I recently attended an event marking Women Entrepreneurship Day. The event was inaugurated by a Minister from the Government of Karnataka, who very succinctly shared everything the Government is doing to support women entrepreneurs. His audience being primarily women, he began his address by talking about his mother – a woman with no formal education, who sacrificed her everything to ensure her children got everything that she could not. Clearly, he held his mother in high esteem and respected her nobility and sacrifice. The emotion was so genuine, he was able to instantly connect with the audience of educated, urban women entrepreneurs.
As I reflected on the event a few days later, I thought to myself how, in an event for Women Entrepreneurs, the image of an ideal woman that came to him was someone sacrificial, nurturing, who gave her all for her family. While this is a state every mother would aspire to reach, these are not necessarily the best attributes for an entrepreneur!
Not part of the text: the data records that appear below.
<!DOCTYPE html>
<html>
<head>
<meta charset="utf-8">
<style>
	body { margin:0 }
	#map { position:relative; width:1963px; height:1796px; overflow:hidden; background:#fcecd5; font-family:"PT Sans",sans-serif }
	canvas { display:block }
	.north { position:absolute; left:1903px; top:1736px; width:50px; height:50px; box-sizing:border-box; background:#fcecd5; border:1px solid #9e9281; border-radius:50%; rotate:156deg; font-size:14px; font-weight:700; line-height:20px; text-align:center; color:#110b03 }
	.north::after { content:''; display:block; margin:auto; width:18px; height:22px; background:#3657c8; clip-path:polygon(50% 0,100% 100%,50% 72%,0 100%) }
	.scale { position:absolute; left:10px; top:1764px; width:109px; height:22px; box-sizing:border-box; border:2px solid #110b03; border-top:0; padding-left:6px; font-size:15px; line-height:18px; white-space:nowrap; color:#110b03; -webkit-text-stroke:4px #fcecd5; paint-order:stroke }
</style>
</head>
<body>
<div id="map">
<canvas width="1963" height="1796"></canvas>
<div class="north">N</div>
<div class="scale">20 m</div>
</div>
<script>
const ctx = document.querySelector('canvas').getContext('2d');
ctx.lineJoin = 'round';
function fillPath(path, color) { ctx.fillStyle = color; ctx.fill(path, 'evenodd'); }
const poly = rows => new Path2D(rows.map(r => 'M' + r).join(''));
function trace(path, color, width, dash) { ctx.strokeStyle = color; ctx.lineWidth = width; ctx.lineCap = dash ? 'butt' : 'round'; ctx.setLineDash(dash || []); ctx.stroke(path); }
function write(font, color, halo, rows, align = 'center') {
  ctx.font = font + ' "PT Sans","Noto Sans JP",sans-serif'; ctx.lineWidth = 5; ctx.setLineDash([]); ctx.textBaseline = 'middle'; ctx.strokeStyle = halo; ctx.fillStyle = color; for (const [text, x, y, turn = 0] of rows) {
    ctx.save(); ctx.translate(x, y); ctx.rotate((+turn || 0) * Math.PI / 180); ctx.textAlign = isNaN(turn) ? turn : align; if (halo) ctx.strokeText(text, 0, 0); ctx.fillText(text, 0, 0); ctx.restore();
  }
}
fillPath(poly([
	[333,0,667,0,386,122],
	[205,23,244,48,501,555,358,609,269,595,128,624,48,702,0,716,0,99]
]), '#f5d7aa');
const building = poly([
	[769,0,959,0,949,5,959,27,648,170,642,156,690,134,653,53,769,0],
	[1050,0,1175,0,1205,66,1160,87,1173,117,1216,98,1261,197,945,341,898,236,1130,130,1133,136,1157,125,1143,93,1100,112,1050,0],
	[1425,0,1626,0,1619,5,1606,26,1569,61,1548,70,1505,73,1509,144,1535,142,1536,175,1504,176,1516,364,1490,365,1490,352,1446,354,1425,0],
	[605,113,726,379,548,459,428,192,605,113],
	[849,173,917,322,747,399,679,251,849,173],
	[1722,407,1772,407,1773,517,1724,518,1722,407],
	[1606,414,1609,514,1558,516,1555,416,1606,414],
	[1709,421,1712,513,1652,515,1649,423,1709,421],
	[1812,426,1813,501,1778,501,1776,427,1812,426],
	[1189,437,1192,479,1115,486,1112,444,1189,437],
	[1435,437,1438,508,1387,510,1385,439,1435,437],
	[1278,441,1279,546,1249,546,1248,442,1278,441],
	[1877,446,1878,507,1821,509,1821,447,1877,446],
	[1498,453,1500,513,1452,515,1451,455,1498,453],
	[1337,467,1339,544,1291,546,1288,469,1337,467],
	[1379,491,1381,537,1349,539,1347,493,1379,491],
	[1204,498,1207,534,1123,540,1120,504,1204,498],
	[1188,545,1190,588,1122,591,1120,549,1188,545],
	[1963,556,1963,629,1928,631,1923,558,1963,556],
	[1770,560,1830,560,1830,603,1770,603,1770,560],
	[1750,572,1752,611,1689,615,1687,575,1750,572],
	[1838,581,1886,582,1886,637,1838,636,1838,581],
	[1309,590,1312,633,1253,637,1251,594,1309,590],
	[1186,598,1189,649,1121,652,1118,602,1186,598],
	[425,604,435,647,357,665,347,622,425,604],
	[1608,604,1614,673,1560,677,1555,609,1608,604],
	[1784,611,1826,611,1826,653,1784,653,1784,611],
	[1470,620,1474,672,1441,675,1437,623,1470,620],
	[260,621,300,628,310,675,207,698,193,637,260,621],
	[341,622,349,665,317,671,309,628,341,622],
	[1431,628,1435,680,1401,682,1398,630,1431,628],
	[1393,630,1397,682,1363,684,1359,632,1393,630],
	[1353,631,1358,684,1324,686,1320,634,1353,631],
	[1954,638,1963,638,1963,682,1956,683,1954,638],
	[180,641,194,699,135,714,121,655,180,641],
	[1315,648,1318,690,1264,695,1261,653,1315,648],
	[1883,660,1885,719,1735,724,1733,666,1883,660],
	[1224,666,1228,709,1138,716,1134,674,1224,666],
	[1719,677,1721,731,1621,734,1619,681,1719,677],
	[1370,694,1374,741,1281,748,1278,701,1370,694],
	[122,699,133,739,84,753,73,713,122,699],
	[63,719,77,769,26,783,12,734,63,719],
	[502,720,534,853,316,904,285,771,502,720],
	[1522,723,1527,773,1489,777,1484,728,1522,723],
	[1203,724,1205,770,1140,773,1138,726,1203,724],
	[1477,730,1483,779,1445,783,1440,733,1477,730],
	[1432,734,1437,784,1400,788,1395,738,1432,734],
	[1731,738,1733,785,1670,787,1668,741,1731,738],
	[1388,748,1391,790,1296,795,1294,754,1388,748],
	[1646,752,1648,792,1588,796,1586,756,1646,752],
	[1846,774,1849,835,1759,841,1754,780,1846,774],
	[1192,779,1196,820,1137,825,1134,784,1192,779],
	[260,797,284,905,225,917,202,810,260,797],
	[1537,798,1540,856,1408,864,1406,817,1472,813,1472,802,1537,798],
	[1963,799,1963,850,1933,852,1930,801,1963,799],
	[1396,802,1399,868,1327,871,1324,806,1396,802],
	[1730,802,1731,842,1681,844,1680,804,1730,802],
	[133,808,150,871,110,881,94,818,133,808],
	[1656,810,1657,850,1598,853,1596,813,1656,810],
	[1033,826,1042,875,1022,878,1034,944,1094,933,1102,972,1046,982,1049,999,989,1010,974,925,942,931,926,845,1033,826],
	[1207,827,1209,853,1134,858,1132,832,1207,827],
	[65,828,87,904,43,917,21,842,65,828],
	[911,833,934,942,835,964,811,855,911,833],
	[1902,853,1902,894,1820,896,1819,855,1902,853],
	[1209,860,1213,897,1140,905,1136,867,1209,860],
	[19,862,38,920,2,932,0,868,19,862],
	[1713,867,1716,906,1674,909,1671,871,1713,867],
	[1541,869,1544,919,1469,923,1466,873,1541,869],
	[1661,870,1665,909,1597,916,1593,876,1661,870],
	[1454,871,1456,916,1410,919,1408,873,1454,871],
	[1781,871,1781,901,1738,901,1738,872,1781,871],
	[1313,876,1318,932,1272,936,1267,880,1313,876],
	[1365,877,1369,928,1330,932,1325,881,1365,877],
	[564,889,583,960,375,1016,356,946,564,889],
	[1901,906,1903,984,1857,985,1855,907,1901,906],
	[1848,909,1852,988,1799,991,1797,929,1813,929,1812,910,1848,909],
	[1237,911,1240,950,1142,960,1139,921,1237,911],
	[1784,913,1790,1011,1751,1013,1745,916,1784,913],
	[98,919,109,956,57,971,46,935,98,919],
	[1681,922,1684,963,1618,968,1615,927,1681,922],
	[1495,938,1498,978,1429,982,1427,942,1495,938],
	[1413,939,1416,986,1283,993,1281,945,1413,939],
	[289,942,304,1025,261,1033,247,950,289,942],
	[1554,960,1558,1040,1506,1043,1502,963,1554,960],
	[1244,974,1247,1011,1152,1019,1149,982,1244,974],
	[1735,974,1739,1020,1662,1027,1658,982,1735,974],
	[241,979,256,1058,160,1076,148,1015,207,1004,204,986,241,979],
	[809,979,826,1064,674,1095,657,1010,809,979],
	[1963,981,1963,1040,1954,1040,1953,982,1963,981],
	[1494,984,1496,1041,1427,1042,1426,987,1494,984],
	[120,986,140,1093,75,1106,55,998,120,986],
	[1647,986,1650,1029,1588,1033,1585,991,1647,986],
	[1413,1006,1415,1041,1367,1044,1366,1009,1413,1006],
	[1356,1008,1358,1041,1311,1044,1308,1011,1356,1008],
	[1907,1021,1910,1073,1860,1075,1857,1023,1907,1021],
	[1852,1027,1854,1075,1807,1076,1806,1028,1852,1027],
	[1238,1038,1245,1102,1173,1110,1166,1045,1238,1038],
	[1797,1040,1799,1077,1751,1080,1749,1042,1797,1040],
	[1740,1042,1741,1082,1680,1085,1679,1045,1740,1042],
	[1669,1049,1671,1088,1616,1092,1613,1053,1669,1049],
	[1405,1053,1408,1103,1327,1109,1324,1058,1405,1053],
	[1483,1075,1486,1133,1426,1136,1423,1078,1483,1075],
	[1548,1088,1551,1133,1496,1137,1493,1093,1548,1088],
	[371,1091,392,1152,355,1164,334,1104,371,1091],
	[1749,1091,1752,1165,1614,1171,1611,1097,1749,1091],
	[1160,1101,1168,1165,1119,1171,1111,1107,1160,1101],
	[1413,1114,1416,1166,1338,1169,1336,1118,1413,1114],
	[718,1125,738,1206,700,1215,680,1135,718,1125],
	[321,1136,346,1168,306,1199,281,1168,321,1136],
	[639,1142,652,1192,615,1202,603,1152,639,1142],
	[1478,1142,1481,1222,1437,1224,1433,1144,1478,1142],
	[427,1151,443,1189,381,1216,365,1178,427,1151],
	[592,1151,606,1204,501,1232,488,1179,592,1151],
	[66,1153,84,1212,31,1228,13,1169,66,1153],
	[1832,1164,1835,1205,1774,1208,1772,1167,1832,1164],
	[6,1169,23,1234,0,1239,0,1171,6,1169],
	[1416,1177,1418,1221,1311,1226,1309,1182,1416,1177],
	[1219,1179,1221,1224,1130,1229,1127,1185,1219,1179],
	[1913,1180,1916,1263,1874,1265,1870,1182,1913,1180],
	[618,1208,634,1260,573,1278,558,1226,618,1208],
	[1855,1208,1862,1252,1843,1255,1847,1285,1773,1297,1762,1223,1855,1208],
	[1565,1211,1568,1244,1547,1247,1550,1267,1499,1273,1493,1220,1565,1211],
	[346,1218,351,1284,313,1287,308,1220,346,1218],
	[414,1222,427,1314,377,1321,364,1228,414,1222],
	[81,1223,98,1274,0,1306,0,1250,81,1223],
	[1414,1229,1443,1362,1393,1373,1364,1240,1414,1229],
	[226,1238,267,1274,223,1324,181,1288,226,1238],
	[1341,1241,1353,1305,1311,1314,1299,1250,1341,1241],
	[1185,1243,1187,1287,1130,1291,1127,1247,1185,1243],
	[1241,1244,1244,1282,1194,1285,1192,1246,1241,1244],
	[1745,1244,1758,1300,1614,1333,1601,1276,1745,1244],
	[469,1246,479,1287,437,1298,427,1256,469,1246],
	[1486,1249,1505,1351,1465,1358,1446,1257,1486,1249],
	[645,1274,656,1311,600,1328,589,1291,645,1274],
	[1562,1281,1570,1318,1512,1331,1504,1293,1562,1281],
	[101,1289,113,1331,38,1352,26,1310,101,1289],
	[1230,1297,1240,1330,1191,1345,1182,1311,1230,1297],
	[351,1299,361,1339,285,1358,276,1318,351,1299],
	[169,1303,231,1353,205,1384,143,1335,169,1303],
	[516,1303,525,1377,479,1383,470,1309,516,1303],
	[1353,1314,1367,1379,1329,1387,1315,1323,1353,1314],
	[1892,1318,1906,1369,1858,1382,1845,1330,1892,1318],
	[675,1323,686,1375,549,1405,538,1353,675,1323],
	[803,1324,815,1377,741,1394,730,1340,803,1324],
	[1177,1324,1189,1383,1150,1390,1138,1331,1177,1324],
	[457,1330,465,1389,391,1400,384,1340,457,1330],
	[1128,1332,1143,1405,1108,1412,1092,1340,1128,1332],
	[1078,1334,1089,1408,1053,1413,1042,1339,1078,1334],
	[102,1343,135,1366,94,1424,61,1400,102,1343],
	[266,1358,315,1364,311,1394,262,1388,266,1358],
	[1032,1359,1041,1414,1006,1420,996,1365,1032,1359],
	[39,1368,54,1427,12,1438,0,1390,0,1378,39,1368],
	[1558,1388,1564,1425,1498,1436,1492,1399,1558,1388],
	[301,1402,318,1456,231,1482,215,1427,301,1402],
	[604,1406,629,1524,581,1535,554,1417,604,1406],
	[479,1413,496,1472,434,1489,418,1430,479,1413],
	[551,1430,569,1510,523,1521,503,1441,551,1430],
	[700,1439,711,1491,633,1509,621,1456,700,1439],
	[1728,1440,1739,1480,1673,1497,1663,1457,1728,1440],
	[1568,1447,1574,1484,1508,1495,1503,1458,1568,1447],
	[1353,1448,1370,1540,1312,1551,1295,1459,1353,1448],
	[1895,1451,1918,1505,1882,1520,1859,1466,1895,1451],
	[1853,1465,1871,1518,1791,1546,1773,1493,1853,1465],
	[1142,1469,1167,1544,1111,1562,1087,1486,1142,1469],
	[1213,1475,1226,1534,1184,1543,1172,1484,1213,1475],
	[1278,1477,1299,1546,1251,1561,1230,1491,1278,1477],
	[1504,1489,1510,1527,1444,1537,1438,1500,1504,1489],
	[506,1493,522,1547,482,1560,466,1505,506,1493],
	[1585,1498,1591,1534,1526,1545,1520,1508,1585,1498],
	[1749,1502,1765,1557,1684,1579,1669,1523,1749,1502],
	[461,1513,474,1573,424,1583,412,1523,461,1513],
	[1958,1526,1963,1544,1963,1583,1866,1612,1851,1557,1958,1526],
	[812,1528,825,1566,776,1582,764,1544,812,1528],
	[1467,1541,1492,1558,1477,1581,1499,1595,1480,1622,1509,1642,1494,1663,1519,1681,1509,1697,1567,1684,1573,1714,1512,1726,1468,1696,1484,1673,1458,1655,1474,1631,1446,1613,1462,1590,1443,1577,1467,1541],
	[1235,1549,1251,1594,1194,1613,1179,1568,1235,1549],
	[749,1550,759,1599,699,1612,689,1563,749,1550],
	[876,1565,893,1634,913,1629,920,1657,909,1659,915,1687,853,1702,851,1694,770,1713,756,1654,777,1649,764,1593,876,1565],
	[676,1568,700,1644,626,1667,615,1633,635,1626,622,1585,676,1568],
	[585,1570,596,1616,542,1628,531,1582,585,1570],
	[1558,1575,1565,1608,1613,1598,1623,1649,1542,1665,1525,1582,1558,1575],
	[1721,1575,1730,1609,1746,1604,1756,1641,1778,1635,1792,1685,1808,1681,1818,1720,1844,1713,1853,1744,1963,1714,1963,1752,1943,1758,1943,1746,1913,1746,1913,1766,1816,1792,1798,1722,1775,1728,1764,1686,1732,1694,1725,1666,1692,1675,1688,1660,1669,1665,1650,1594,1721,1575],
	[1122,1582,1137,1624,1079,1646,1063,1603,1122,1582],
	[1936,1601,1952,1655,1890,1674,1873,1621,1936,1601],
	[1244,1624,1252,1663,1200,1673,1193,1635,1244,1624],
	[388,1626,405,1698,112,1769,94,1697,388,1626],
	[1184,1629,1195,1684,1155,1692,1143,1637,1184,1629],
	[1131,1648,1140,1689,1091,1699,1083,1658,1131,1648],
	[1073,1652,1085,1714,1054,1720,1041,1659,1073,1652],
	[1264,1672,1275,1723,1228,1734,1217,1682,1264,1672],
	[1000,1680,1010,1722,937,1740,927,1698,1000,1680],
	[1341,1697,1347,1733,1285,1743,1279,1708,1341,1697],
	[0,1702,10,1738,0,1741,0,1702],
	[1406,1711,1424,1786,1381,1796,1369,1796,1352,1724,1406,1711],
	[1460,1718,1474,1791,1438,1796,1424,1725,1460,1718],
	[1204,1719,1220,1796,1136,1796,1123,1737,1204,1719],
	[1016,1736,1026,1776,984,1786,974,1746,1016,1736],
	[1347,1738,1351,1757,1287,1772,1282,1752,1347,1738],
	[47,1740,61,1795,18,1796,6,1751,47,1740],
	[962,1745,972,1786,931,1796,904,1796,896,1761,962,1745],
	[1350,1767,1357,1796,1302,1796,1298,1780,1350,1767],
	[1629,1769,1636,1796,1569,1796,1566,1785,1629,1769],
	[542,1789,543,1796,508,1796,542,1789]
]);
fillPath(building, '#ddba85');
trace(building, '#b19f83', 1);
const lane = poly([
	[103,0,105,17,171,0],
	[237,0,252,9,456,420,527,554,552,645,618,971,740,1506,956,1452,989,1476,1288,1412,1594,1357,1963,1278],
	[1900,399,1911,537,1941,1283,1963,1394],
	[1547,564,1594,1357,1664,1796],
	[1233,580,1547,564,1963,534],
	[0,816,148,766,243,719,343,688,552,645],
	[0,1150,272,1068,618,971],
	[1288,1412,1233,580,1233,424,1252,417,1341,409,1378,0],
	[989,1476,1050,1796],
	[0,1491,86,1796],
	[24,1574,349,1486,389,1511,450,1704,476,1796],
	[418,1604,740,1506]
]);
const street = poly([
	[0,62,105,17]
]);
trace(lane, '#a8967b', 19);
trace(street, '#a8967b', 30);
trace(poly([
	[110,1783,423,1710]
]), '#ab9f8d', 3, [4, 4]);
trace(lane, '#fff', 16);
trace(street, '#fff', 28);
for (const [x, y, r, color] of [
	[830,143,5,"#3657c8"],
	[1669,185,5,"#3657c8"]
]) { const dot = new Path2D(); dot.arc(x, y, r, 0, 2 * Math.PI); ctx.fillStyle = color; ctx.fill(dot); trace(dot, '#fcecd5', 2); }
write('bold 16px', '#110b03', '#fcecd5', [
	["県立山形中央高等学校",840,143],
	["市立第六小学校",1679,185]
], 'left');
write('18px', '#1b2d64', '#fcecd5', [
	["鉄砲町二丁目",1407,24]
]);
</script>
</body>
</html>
During the session, one young entrepreneur who works in the construction industry got up and spoke about the challenges she faces in working with very fixed mindsets on what women can and cannot do. One of her challenges was that she simply was not taken as a serious contender in business.
Could it be that the difficulties that young entrepreneur was facing comes from the established image of the ideal woman as a nurturer and giver, rather than someone competitive, out to grow her business?
There are, likely, many men in power for whom the “woman as nurturer” is an ideal. Being an entrepreneur, man or women, requires you to put aside your nurturing self and take tough business decisions. And this is one disconnect that women entrepreneurs will face everyday.